About this task: Output only the lines below from the one containing "Input: one rendered" to the one containing "Dump the readable", exactly as written, both ends kept.

Entries shown:
══════════════════════════════

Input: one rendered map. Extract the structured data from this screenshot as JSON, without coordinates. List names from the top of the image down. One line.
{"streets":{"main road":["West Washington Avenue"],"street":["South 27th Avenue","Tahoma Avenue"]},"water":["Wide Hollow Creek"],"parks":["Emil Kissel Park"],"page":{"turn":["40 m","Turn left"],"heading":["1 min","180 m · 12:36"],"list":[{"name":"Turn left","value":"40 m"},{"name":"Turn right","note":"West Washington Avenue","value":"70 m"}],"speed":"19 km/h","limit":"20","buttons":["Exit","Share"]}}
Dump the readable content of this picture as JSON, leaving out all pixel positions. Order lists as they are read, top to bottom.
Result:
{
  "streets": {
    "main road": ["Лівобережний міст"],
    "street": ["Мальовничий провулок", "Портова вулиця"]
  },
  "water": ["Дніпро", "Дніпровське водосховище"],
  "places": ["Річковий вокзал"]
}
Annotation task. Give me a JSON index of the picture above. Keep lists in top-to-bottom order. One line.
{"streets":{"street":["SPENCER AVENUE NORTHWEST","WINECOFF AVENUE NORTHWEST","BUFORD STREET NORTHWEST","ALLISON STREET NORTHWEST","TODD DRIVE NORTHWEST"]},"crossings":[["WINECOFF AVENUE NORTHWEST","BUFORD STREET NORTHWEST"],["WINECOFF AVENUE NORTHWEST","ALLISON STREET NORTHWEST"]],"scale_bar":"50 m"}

══════════════════════════════

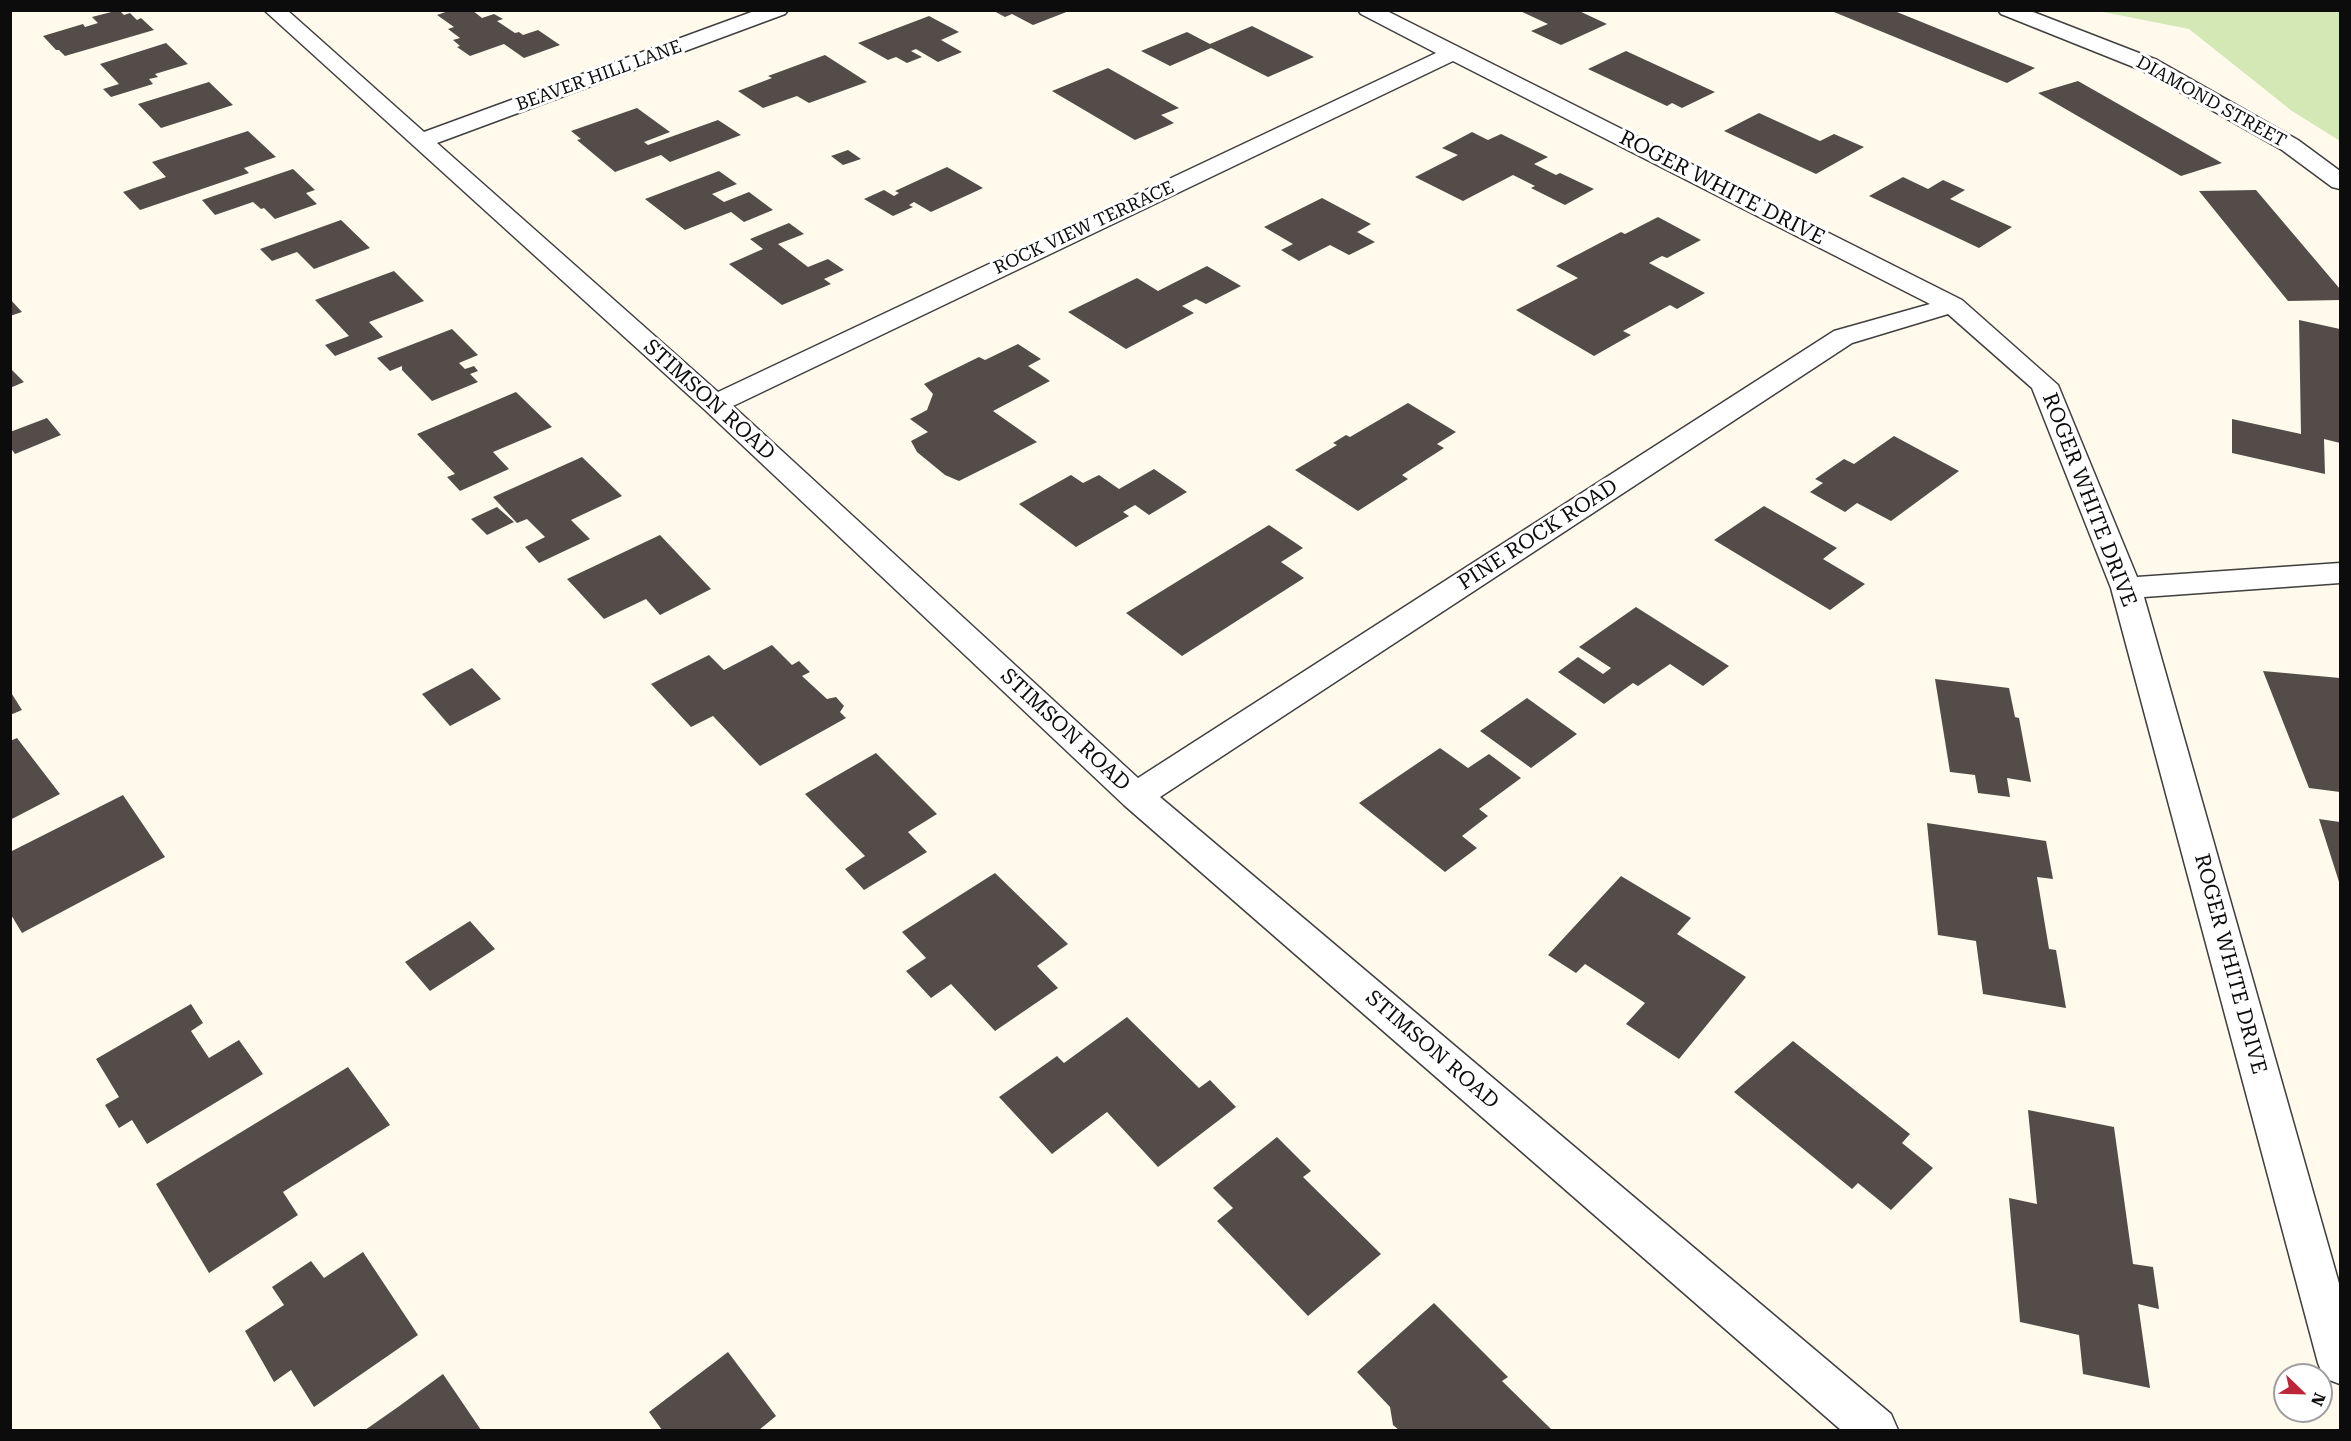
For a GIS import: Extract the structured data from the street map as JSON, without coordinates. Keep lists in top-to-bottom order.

══════════════════════════════

Task answer:
Input: one rendered map. Extract the structured data from this screenshot as JSON, without coordinates. List names from the top of the image down. One line.
{"streets":{"main road":["West Washington Avenue"],"street":["South 27th Avenue","Tahoma Avenue"]},"water":["Wide Hollow Creek"],"parks":["Emil Kissel Park"],"page":{"turn":["40 m","Turn left"],"heading":["1 min","180 m · 12:36"],"list":[{"name":"Turn left","value":"40 m"},{"name":"Turn right","note":"West Washington Avenue","value":"70 m"}],"speed":"19 km/h","limit":"20","buttons":["Exit","Share"]}}
Dump the readable content of this picture as JSON, leaving out all pixel positions. Order lists as they are read, top to bottom.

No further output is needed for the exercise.